This article is for general informational and educational purposes only. It is believed to be accurate as of the posting date but may be subject to change. All examples are for illustrative purposes only. The information presented is educational in nature and is not tailored to any individual’s financial situation. Readers are responsible for evaluating whether any strategy or approach is appropriate for their circumstances.

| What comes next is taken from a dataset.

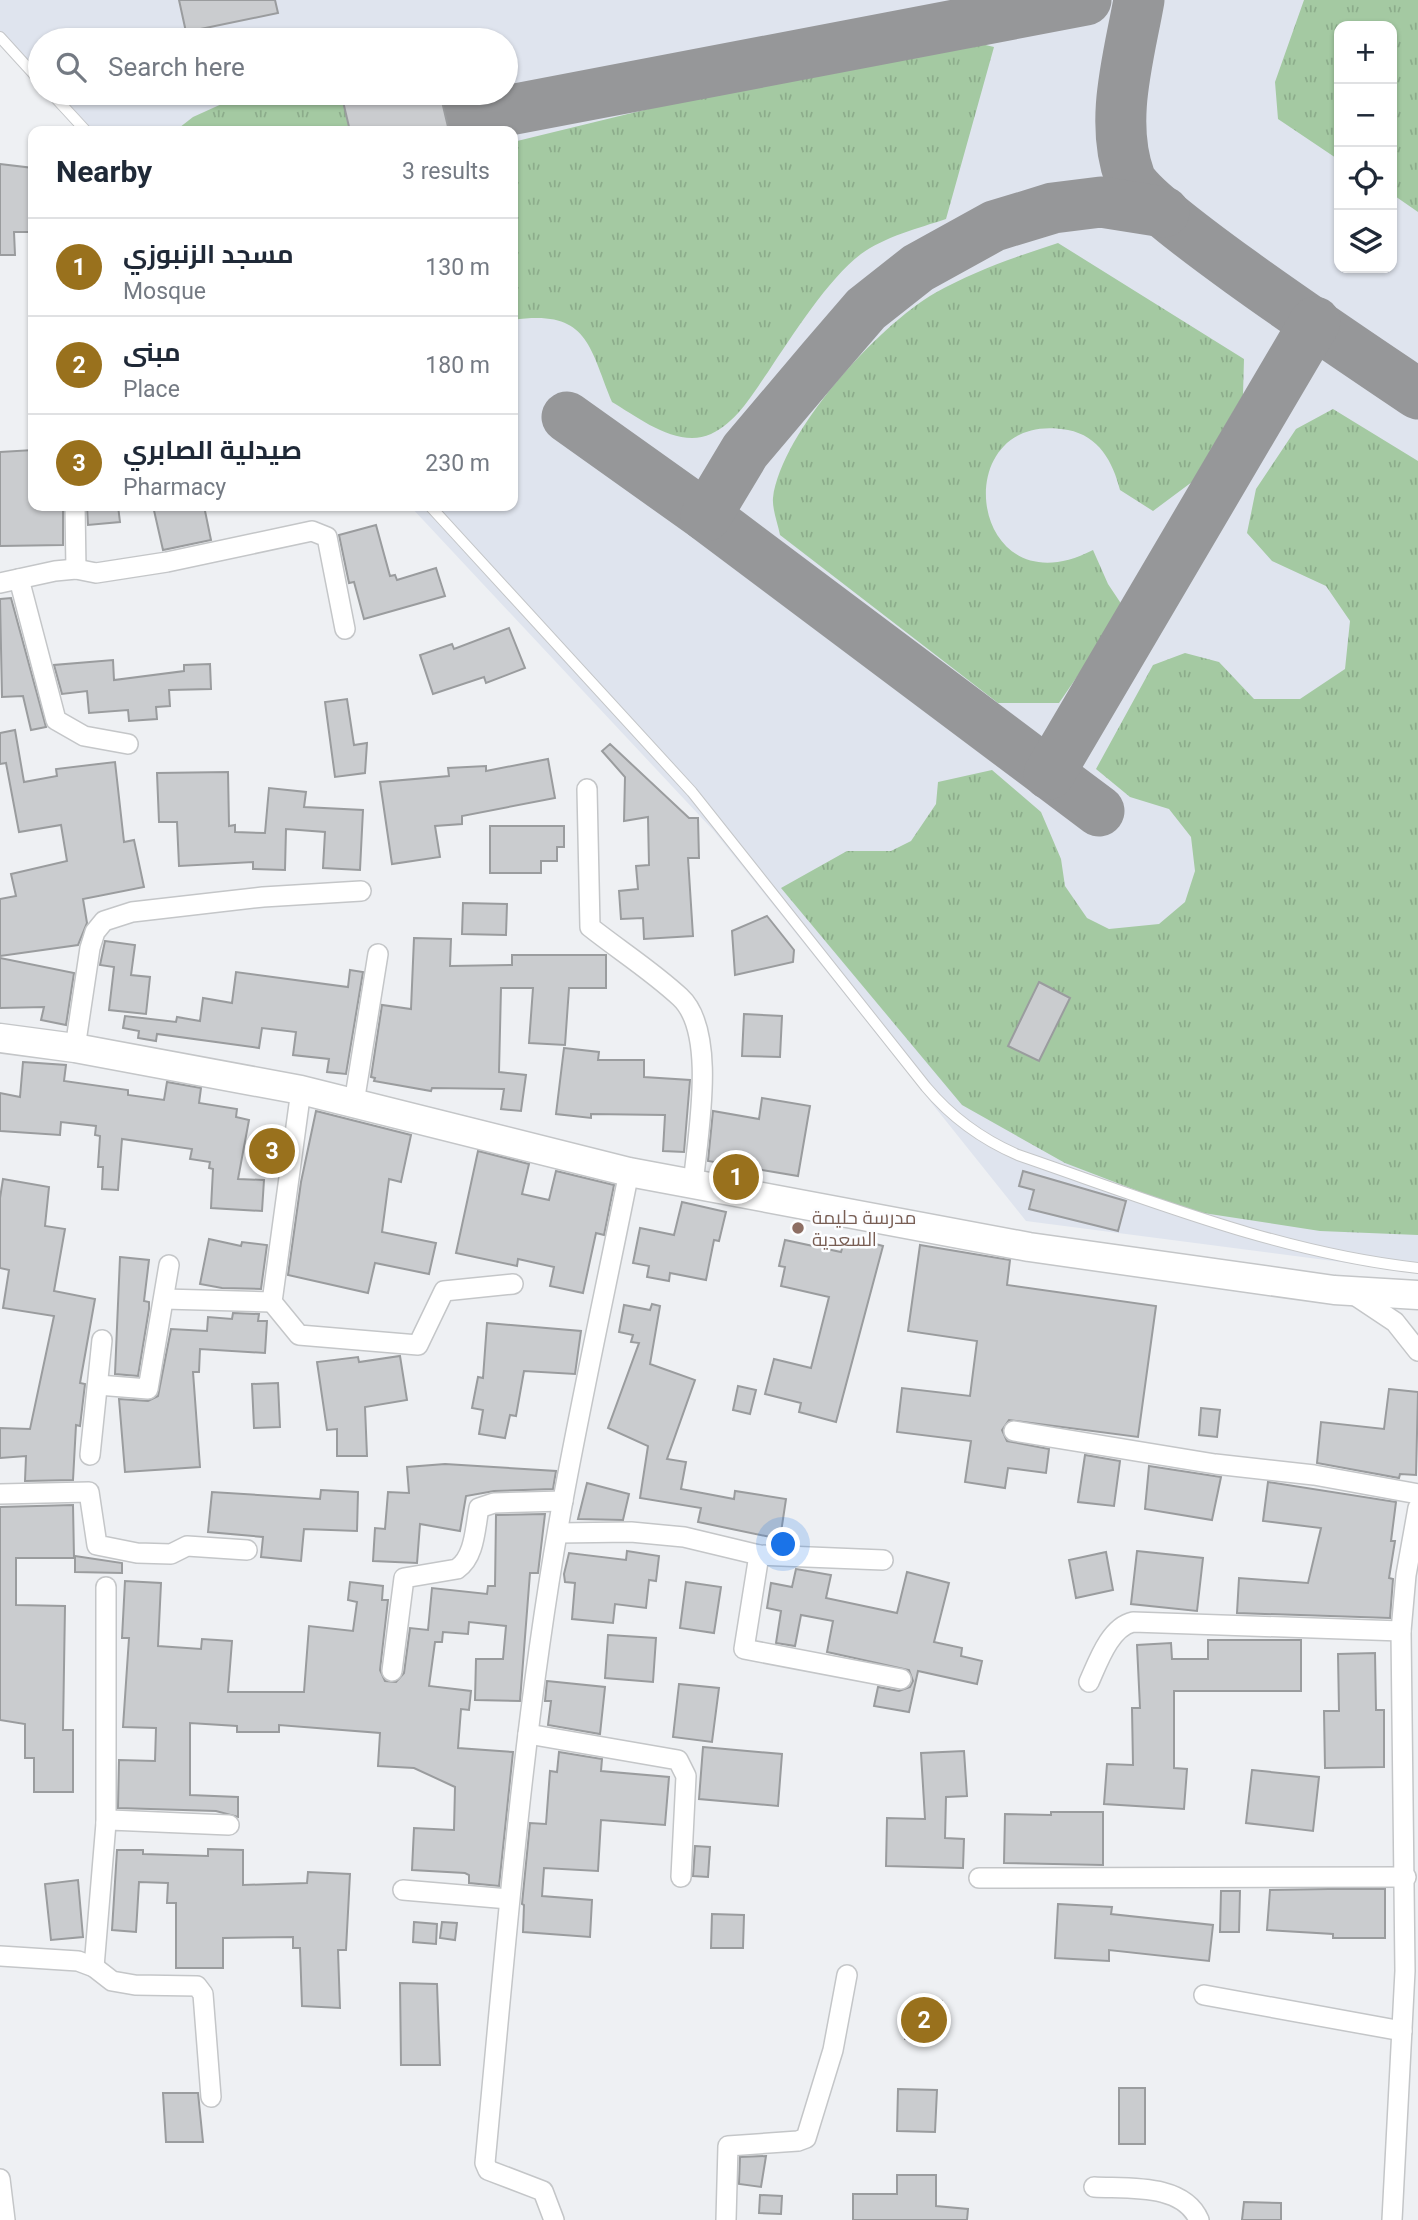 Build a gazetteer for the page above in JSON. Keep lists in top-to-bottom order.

This article was commissioned and compensated by Alpaca. The content was developed for informational purposes and reflects an educational comparison of publicly available information. Compensation was provided for content creation and distribution.
What Are Bollinger Bands?
Bollinger Bands are a volatility-based technical indicator that consists of three lines plotted on a price chart:
- Middle Band: A simple moving average (SMA) of the closing price, typically over 20 periods.

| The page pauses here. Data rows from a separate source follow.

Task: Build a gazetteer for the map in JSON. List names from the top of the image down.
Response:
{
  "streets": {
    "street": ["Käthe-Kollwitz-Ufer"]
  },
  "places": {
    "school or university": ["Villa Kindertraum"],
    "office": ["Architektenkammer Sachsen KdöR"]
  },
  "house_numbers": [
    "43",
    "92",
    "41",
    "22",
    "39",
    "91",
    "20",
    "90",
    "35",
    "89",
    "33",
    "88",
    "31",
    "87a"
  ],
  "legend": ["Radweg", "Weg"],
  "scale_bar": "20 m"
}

- Upper Band: The SMA plus a specified number of standard deviations (typically 2).
- Lower Band: The SMA minus the same number of standard deviations.
Because the bands are calculated using standard deviation, they can expand during periods of high volatility and contract during periods of low volatility. This may make them more responsive to changing market conditions compared to fixed-width envelopes.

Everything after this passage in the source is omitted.